Monday, January 5, 2015

Bits and pieces

I did it, I survived the holidays. They weren't huge events, thank God. The first holidays after a death in the family are the most bleak. We collectively decided to keep them low-key, and not try to force the family dinner, thank God. We stayed in our own ho,es, (I went to my daughter's), and had Christmas. But we don't mourn like those who have no hope, thank God. I mean all three of those.
It's the first part of January, a month most people frown upon, but I'm glad it's here for several reasons. I pick January to be my organization month, I go through my art supplies and pass some on, and label, and sort... Call me OCD, I don't care. It makes life simpler to not have to look in every box to find what I want! :D
I'm finding great pleasure in a simple art project.
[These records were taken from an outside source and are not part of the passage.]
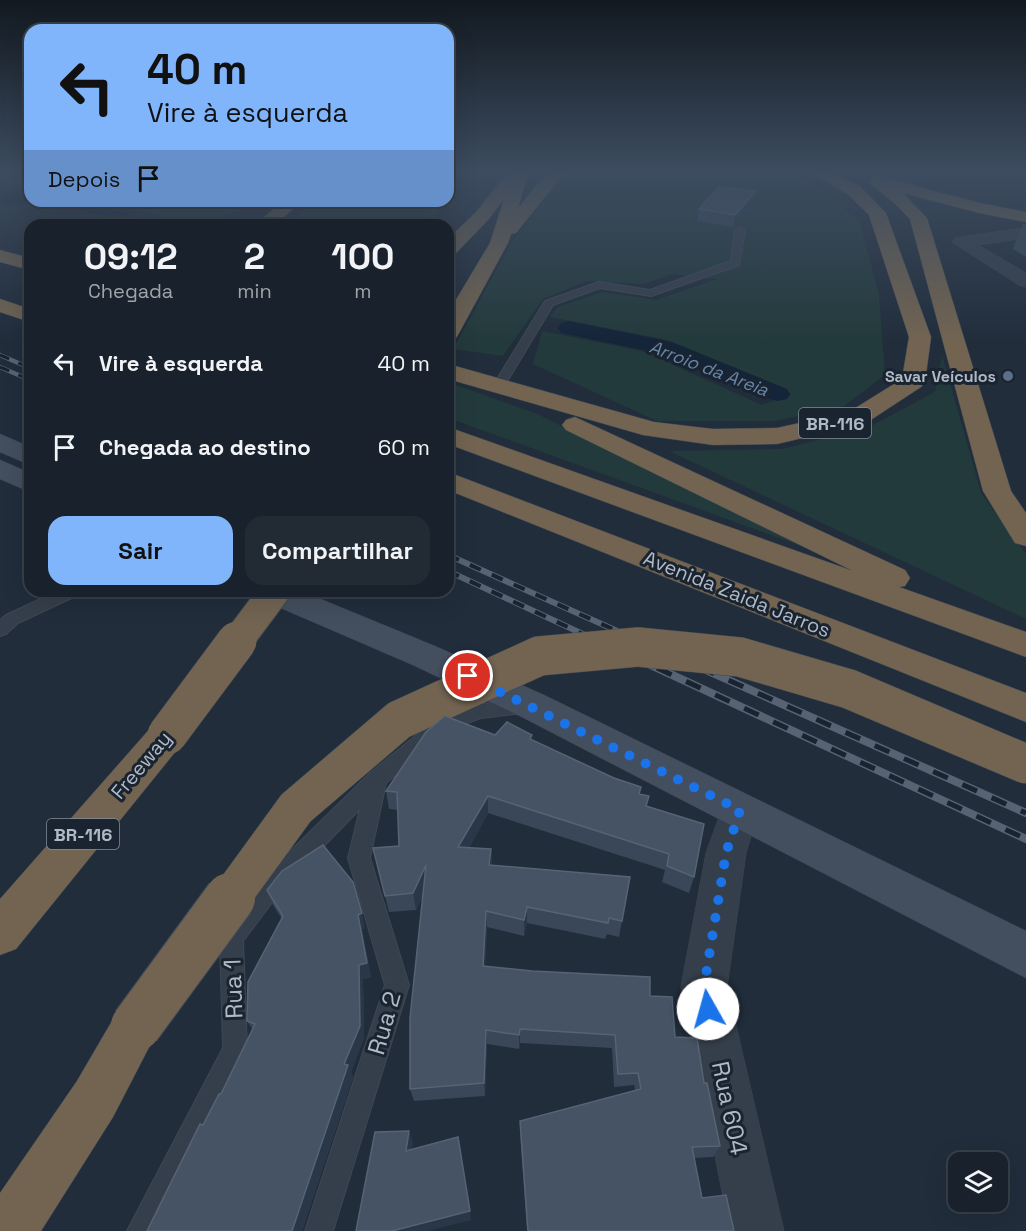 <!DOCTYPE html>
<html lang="pt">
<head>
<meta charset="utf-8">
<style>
	body { margin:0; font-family:"Space Grotesk",sans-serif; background:#222a34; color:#f1f3f6; height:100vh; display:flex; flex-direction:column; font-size:22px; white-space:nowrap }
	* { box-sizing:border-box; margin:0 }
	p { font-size:20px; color:#9fa4a9 }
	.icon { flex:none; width:33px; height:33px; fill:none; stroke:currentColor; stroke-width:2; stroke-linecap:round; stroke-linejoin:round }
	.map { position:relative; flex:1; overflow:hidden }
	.drawer { position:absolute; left:24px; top:219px; width:430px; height:378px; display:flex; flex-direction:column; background:#19222c; border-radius:18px; box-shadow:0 6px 24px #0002,0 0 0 2px #373f48 }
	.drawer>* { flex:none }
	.hud { position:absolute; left:24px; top:24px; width:430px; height:183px; border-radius:18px; box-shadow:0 6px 24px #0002,0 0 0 2px #373f48; background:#80b5fc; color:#111; overflow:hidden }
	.buttons { position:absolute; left:948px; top:1152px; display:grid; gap:12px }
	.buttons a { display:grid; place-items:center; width:60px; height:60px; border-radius:12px; background:#19222c; box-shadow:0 6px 24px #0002,0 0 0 2px #373f48; font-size:30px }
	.pin { position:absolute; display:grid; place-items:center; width:51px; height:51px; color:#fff; margin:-26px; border:3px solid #fff; border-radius:50%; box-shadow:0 2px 6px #0007 }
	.me { position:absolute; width:66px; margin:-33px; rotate:353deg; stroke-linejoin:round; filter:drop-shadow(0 0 4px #0008) }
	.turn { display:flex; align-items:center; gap:21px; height:126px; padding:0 24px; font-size:27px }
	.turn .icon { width:78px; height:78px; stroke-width:2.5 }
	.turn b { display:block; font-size:42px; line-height:51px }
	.then { display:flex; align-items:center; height:57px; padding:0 24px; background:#0003; gap:12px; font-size:22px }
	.eta { display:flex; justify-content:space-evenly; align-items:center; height:102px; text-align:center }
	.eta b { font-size:36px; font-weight:700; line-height:42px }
	.cta { display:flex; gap:12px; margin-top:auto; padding:12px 24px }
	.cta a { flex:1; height:69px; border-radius:18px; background:#80b5fc; color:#111; font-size:24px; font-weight:700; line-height:69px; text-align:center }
	.cta a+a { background:#222a34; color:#f1f3f6 }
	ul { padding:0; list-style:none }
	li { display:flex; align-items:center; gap:18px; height:84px; padding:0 24px }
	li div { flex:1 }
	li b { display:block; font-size:22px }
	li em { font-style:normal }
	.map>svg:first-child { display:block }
	.green { fill:#233a3c }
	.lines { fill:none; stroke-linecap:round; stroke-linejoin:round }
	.canal { fill:#142539; fill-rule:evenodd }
	.service-casing { stroke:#3e4854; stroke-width:2 }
	.minor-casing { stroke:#3e4854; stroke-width:1 }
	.secondary-casing { stroke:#3e4854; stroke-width:1 }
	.motorway-casing { stroke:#404a56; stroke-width:1 }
	.service { fill:#353f4b; fill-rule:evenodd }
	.minor { fill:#353f4b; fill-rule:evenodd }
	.secondary { fill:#434e5f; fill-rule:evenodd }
	.motorway { fill:#726451; fill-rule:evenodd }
	.rail-far2-casing { stroke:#576373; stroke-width:4.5 }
	.rail-far1-casing { stroke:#576373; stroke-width:6 }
	.rail-casing { stroke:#576373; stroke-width:8 }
	.rail-far2 { stroke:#1a2430; stroke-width:3; stroke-dasharray:10; stroke-linecap:butt }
	.rail-far1 { stroke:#1a2430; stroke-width:4; stroke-dasharray:12; stroke-linecap:butt }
	.rail { stroke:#1a2430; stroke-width:5; stroke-dasharray:16; stroke-linecap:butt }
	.motorway-bridge-far2-casing { stroke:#404a56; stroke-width:32; stroke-linecap:butt }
	.motorway-bridge-far1-casing { stroke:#404a56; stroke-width:40; stroke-linecap:butt }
	.motorway-bridge-casing { stroke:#404a56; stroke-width:52; stroke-linecap:butt }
	.motorway-bridge-far2 { stroke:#726451; stroke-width:30 }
	.motorway-bridge-far1 { stroke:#726451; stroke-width:39 }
	.motorway-bridge { stroke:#726451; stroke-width:50 }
	.wall { fill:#394758 }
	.shaded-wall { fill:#2a3748 }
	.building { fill:#465364; stroke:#566374; stroke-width:1.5 }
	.route { stroke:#1a73e8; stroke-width:10; stroke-dasharray:0 18 }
	.service-dot { fill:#5c6f8a; stroke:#1a2430; stroke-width:2 }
	.labels { text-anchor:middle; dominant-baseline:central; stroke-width:6; stroke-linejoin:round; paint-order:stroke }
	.far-poi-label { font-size:16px; font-weight:bold; fill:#b0bac7; stroke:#1a2430; text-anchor:end }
	.far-water-label { font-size:18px; font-style:italic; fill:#6785a8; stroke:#1a2430 }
	.shield { fill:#1a2430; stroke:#838d9a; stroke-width:1.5 }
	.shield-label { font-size:18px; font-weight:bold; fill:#b0bac7 }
	.street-label { font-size:20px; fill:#b0bac7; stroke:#1a2430 }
	.near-street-label { font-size:24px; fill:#b0bac7; stroke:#1a2430 }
</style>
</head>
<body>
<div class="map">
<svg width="1026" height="1231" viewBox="0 0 1026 1231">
	<rect width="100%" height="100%" fill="#212d3b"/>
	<path class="green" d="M0 170H30V183L26 186 0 183Z
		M583 170H778L811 181 860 222 879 295 885 375 844 406 776 421H657L533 364 542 331 642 351 762 405 791 394 662 339 550 317 558 307 602 292 656 300 717 279 672 274 644 284 587 281 543 299 503 356 453 349 511 243 556 183Z
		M110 201H251L214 225H188Z
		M317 201H446L428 225H287Z
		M942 355 981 493 1026 554V619L669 451 782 449 867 428 935 392Z
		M448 382 537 414 823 554 449 418Z"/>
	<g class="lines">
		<path class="canal" d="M3 193 30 195V201H38L30 205 3 203 0 202V194Z
			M40 201H91L148 221 151 225H125L81 209 42 205Z
			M569 321 672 342 787 389 790 394 787 399 778 401 769 399 658 353 561 333 558 328 561 323Z"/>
		<defs>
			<path id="service" d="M740 227 745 230 739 265 651 296 600 288 553 305 502 390 498 391 492 387 545 301 599 282 650 290 731 261 735 230Z
				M58 591H80L78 595 18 623 6 634 0 636V620L6 615Z
				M526 700 532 702 535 707 532 712 481 718 450 729 386 783 370 858 409 985 333 1231H305L385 985 348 858 360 809 283 888 243 941 247 1050 156 1231H127L223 1048 220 938 223 930 267 874 370 773 436 719 480 704Z"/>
			<path id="minor" d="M1026 228V238L978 245 1026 273V287L1019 285 952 242 955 238 961 237Z
				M740 793 754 798 759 810 746 853 727 987 784 1231H730L681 987 706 853 726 798Z"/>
			<path id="secondary" d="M0 434 30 447V465L0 452Z
				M0 460 30 473V492L0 479Z
				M255 591H301L437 647 546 696 1026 931V978L520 716 413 665 260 599Z"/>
			<path id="motorway" d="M513 170H529L518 208C540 182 542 169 578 170L557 182 516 233 511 234 508 243 459 333 456 338 448 339V313L490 243 504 199 488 220 455 254 448 256V239L476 212 504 177 511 175Z
				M806 170H826L861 187 886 213 931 337 925 382 921 387 866 423 777 444 713 445 643 435 448 379V364L654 422 713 429 777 428 849 412 902 379 909 337 869 215 849 195Z
				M877 176 980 203 1026 212V222L979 213 903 193 927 218 1011 491 1026 513V546L1015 543 983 491 910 219 894 203 871 184 869 181 871 178Z
				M283 201H302L275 225H255Z
				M0 250 30 258V270L0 262Z
				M0 299 30 309V322L0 312Z
				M575 417 905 570 910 578 905 586 899 587 1026 632V657L448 444V427L853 571 566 430 562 425 566 420Z
				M448 472 1026 693V722L448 490Z
				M167 720 180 724 186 735 180 746 16 949 0 955V899L154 724Z
				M136 1002 153 1009 160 1026 113 1117 41 1231H0V1193L77 1081 119 1009Z"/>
		</defs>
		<use href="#service" class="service-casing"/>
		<use href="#minor" class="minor-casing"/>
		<use href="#secondary" class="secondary-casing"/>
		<use href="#motorway" class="motorway-casing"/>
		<use href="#service" class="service"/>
		<use href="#minor" class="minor"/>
		<use href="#secondary" class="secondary"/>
		<use href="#motorway" class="motorway"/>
		<defs>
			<path id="rail-far2" d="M0 355 30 368
				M0 367 30 380"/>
			<path id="rail-far1" d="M448 555 644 643
				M448 571 602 643"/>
			<path id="rail" d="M599 641 1026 839
				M641 641 1026 813"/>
		</defs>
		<use href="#rail-far2" class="rail-far2-casing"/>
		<use href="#rail-far1" class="rail-far1-casing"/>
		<use href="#rail" class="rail-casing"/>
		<use href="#rail-far2" class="rail-far2"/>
		<use href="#rail-far1" class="rail-far1"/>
		<use href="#rail" class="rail"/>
		<defs>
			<path id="motorway-bridge-far2" d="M236 643 275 591"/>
			<path id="motorway-bridge-far1" d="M167 735 237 641
				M229 900 296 808 399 720 539 656 638 647 740 657 849 689 1026 764"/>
			<path id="motorway-bridge" d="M136 1026 230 898"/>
		</defs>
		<use href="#motorway-bridge-far2" class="motorway-bridge-far2-casing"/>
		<use href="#motorway-bridge-far1" class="motorway-bridge-far1-casing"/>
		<use href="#motorway-bridge" class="motorway-bridge-casing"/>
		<use href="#motorway-bridge-far2" class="motorway-bridge-far2"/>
		<use href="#motorway-bridge-far1" class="motorway-bridge-far1"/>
		<use href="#motorway-bridge" class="motorway-bridge"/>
	</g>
	<path class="wall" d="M754 203 733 227 697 221 699 209Z
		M1023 224H1026V257L1013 249Z
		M495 735 532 740 640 794 647 806 694 877 689 893 662 882 665 870 488 813 469 848 491 849 492 865 630 877 619 937 607 934 605 939 527 923 524 936 487 927 485 966 650 996 704 1083 720 1146 713 1157 694 1158 702 1198 734 1231H527L520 1132V1121L635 1090 634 1085 614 1087 612 1048 520 1043 519 1049 487 1044 485 1096 414 1101 410 1089 423 895 416 910 389 912 373 848 399 846 398 810 389 809 386 791Z
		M267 890 365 928 362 929 371 977 363 979 364 1038 351 1072 353 1077 302 1231H147L203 1125 221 1094 253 1030 247 1021 282 919 273 905Z"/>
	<path class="shaded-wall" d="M756 191 754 203 733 227 735 215Z
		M488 796V813L460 864 458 847Z
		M491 849 492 865H489Z
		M426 865 428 882 416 910 413 893Z
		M527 907V923L524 936V920Z
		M486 911 487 927 484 981 483 966Z
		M362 913 365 928 362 929 371 977 363 979 364 1038 351 1072 353 1077 302 1231H292L344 1064 358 915Z
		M520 1029V1043L519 1049V1035Z
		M486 1030 487 1044 485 1096 484 1083Z
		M409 1131 413 1142 410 1162 406 1151Z
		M470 1211 471 1220 428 1231H392Z"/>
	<path class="building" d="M719 187 756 191 735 215 699 209Z
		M445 716 495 735 507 722 532 735 530 739 614 778 641 787 639 794 649 796 646 806 704 824 694 877 667 866 669 854 488 796 458 847 491 849 489 865 630 877 622 921 609 918 608 923 527 907 524 920 486 911 483 966 532 971 650 977V996L672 997 675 1037 697 1038 704 1083H707L720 1146 692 1147 702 1198 726 1195 734 1231H528L520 1121 641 1089 638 1073 618 1074 615 1035 520 1029 519 1035 486 1030 484 1083 410 1089V1018L426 865 413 893 385 896 373 848 399 846 397 792 386 791 426 732Z
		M323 845 353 882 362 913 358 915 367 963 359 965 360 1026 344 1064 348 1065 292 1231H147L200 1124 203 1125 219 1094H221L255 1024 247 1021 248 982 283 916 267 890 282 871Z
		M409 1131 406 1151 458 1137 470 1211 392 1231H356L375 1132Z"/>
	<linearGradient id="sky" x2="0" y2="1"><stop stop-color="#121920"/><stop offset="0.5" stop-color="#3d4c60"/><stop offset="1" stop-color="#3d4c60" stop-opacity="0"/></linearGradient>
	<rect width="1026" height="342" fill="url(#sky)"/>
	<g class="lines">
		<path class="route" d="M468 676 740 810 726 853 704 987 708 1009"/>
	</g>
	<circle class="service-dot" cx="1008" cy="376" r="6"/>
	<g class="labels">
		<g class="far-poi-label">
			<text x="996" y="376">Savar Veículos</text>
		</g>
		<g class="far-water-label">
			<text transform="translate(709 368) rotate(21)">Arroio da Areia</text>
		</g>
		<g class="shield">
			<rect x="799" y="408" width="72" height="30" rx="4.5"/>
			<rect x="47" y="819" width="72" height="30" rx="4.5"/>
		</g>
		<g class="shield-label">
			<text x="835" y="423">BR-116</text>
			<text x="83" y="834">BR-116</text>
		</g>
		<g class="street-label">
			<text transform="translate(737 594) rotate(22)">Avenida Zaida Jarros</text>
			<text transform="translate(141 765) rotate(-50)">Freeway</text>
		</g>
		<g class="near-street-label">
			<text transform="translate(233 989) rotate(-92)">Rua 1</text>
			<text transform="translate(384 1023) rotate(-74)">Rua 2</text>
			<text transform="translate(730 1108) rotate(78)">Rua 604</text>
		</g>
	</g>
</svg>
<div class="buttons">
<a><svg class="icon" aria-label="layers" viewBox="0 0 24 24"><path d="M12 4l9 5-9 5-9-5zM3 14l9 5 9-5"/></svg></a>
</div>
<div class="pin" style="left:468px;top:676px;background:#d93025"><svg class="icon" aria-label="arrive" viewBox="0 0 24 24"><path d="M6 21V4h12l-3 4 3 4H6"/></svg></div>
<svg class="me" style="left:708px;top:1009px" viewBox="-20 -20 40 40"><circle r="19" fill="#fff"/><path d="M0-13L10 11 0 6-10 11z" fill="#1a73e8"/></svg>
<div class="hud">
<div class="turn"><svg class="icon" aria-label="left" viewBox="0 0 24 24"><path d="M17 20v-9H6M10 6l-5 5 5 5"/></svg><div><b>40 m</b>Vire à esquerda</div></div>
<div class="then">Depois<svg class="icon" aria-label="arrive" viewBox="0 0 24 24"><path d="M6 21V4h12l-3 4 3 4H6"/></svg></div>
</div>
<section class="drawer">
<div class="eta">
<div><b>09:12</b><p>Chegada</p></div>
<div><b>2</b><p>min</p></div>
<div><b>100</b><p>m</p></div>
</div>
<ul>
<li><svg class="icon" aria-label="left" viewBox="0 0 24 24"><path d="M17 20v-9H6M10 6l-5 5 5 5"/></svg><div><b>Vire à esquerda</b></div><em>40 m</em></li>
<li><svg class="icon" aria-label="arrive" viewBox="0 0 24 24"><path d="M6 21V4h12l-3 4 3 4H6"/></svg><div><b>Chegada ao destino</b></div><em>60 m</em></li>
</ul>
<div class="cta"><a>Sair</a><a>Compartilhar</a></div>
</section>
</div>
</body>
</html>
Each day I make a 'ticket'- a small bit of art with a few inspirational words from a verse of scripture on it. I punch a hole in the end and keep it on a ring. I'll supposedly do this for a year...I hope. It inspires me (so far) to do other things in a day. 



Thursday, October 30, 2014

It's almost moving day.
It's easy to forget from one move to the next, just how much 'stuff' a person can accumulate. With each move I've made, I've tried to cast off some baggage. This time, the baggage is more emotional than physical. Not just mom dying, but the 'aftermath' of it-eating meals alone must be the worst...no wait, it's sitting alone watching evening tv, or going to bed in the silence-leaving the tv on for background noise. You know, to cover all those suspicious house noises. 
I've never been a scaredy cat, and I don't think I'm one now, I just hate the silence of a too big, too empty house. I'll get over it. There's a new start just around the corner, and it's up to me how it goes. I choose. I'm the writer of the story.


Saturday, October 25, 2014

I'm a disgrace. My fingers are always shades of blue, black, or green. My shirts have glue spots that won't wash out, and my jeans have bits of glitter imbedded in them.
I'm a paper crafter.
I try. I have scrubbies and soaps and brushes. I achieve a minimum of success in fading my stains.
My friends all know and accept this. My social circle is small, thank goodness. My church forgives my state of disarray. I have great family.
All that being said, I love the people in my life. Recently I lost one of the most important ones-my mom. She lives in heaven now. I miss her, but her death has put me on an art journaling path I might never have started otherwise. God is funny like that, using a tragedy to begin something new.
I think it's saved my sanity.
I'm in the midst of making a life changing move to a new residence, the house I've shared with mom for 7 years looks like a flea market as we sort and ready things for an estate sale. It's weird living in a space that once was serene and neat, and now is full of the contents of an 80 year life- everywhere. So, I will now be relieved to move. God is funny like that, keeping us from drowning in reluctance and sentiment.
My art room will be last to be packed. In its messiness, it's the only room that feels normal. It's always been a mess! So I sit in the mornings and reflect, read, and create. Life goes on, and life is good, because He is good.